Before we talk albums, would you mind talking about your relationship to black-thrash, and maybe how its inflected your playing, not just in Daeva but also in Trenchrot and Crypt Sermon?

I can’t really pinpoint when it was that I discovered it or really started recognizing or differentiating it as a subgenre. I was always drawn to the more Teutonic, aggressive style of thrash metal as well as black metal. It was just natural to want more of one in the other and vice versa. I wanted to have the relentless urgency of thrash but also wanted the evil and darkness of black metal. It was just the best of both worlds and it really clicked with me. I can’t say that it affects my playing or writing in Crypt Sermon. That’s just a completely different hat. It’s been a long time but I can vaguely remember it wanting to come out in the Trench Rot material but it just wasn’t right. Justin and I started this project for that very reason. It’s something I have wanted to do for a very long time now.

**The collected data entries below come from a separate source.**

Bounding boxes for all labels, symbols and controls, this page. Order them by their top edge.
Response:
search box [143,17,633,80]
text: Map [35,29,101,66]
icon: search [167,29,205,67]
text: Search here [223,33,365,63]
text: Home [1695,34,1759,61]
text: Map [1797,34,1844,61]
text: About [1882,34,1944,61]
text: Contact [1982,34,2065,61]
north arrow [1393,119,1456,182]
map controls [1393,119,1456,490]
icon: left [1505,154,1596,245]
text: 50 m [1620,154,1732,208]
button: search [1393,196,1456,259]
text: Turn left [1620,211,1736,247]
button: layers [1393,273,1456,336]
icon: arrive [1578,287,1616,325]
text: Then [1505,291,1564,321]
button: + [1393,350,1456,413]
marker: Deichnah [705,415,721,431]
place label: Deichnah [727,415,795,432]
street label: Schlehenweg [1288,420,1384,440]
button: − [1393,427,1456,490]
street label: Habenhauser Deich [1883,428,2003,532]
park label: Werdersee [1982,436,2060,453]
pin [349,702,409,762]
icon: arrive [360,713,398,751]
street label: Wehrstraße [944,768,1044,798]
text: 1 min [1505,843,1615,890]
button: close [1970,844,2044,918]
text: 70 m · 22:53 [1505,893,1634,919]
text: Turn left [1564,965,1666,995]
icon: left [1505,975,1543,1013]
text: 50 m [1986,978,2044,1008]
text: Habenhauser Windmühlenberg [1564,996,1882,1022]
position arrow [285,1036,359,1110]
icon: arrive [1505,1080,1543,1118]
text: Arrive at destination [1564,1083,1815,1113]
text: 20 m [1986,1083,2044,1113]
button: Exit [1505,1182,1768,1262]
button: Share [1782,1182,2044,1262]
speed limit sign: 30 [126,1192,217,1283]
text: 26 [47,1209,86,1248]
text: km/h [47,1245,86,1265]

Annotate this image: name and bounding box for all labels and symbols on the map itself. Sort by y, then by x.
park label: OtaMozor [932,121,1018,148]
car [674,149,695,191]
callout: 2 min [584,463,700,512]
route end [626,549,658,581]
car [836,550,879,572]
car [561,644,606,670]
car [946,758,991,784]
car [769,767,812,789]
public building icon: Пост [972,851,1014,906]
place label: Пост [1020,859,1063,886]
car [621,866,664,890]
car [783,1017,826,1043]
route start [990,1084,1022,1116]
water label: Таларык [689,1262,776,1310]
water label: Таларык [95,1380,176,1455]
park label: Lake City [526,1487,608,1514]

When we started kicking around the idea for this interview and list. Enrique Sagarnaga [drummer of Crypt Sermon] referred to black-thrash as “shitty guy” metal. That’s a funny name and I think I see why it describes black metal pretty well, but why do you think someone would attribute that name to this style?

There is nothing funny about shitty guy metal. Nah, I kid. Thinking back on how we even came up with this ridiculous term, I can link it back to when Chris [Grigg, also of Woe] and I were cutting vocals for the Unrest album. We were really pushing each other to make it as rabid as we could. I can remember saying to Chris after a take “You sound like such a piece of angry garbage. It sounds like we found on the street and just threw you in a room with a microphone and told you to yell into it. In fact, if I heard this recording I would think you were a shitty guy and that I probably wouldn’t want to be friends with you”. It just sort of snowballed from there. Black-thrash is rabid and unhinged and with that story, I think you could probably see what I mean. There is this sort of dicey grime to it.

Bathory – Bathory & Under the Sign of the Black Mark

There are a few releases on this list that I’m not very familiar with, but these two I know pretty well! Bathory’s whole discography is vital to black metal in general but what specifically about these two albums is so indicative of black-thrash as a genre?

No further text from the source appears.